>>>

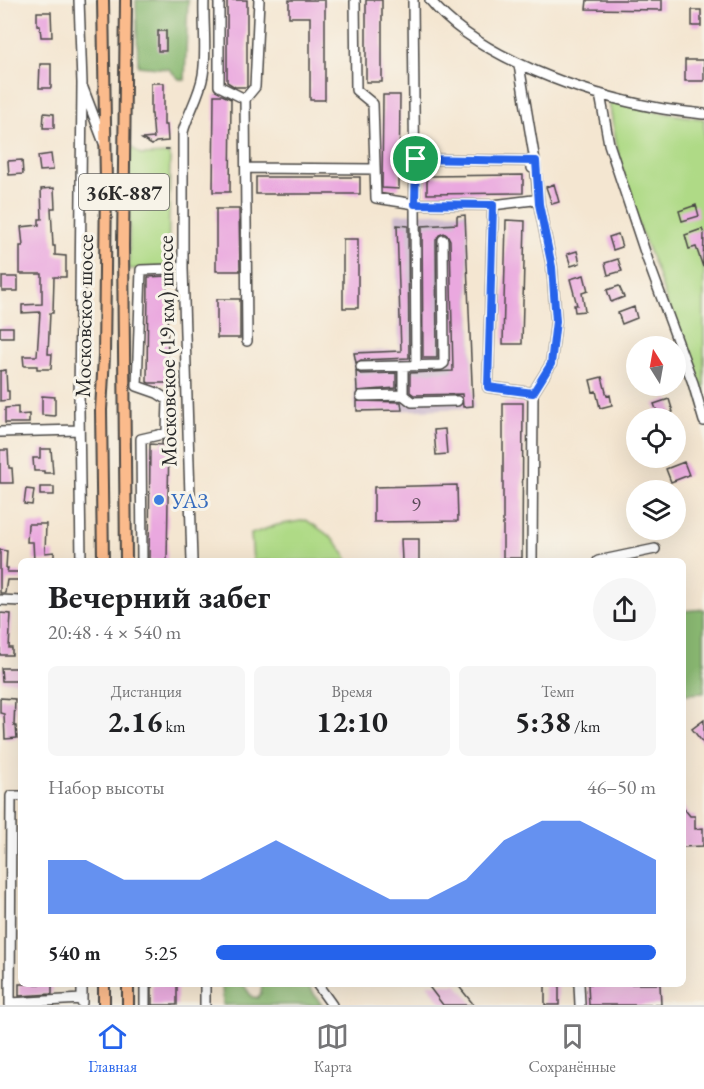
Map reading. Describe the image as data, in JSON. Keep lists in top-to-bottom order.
{
  "streets": {
    "main road": ["36К-887", "Московское шоссе"],
    "street": ["Московское (19 км) шоссе"]
  },
  "places": ["УАЗ"],
  "house_numbers": ["9"],
  "north": "top",
  "page": {
    "heading": ["Вечерний забег", "20:48 · 4 × 540 m"],
    "stats": [
      ["Дистанция", "2.16 km"],
      ["Время", "12:10"],
      ["Темп", "5:38 /km"]
    ],
    "chart": ["Набор высоты", "46–50 m"],
    "list": [
      {
        "name": "540 m",
        "note": "5:25"
      }
    ],
    "tabs": ["Главная", "Карта", "Сохранённые"]
  }
}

<<<

**Try it:**
Transcribe every line from the records above without alteration, and leave out the images.

**Completed exercise:**
Map reading. Describe the image as data, in JSON. Keep lists in top-to-bottom order.
{
  "streets": {
    "main road": ["36К-887", "Московское шоссе"],
    "street": ["Московское (19 км) шоссе"]
  },
  "places": ["УАЗ"],
  "house_numbers": ["9"],
  "north": "top",
  "page": {
    "heading": ["Вечерний забег", "20:48 · 4 × 540 m"],
    "stats": [
      ["Дистанция", "2.16 km"],
      ["Время", "12:10"],
      ["Темп", "5:38 /km"]
    ],
    "chart": ["Набор высоты", "46–50 m"],
    "list": [
      {
        "name": "540 m",
        "note": "5:25"
      }
    ],
    "tabs": ["Главная", "Карта", "Сохранённые"]
  }
}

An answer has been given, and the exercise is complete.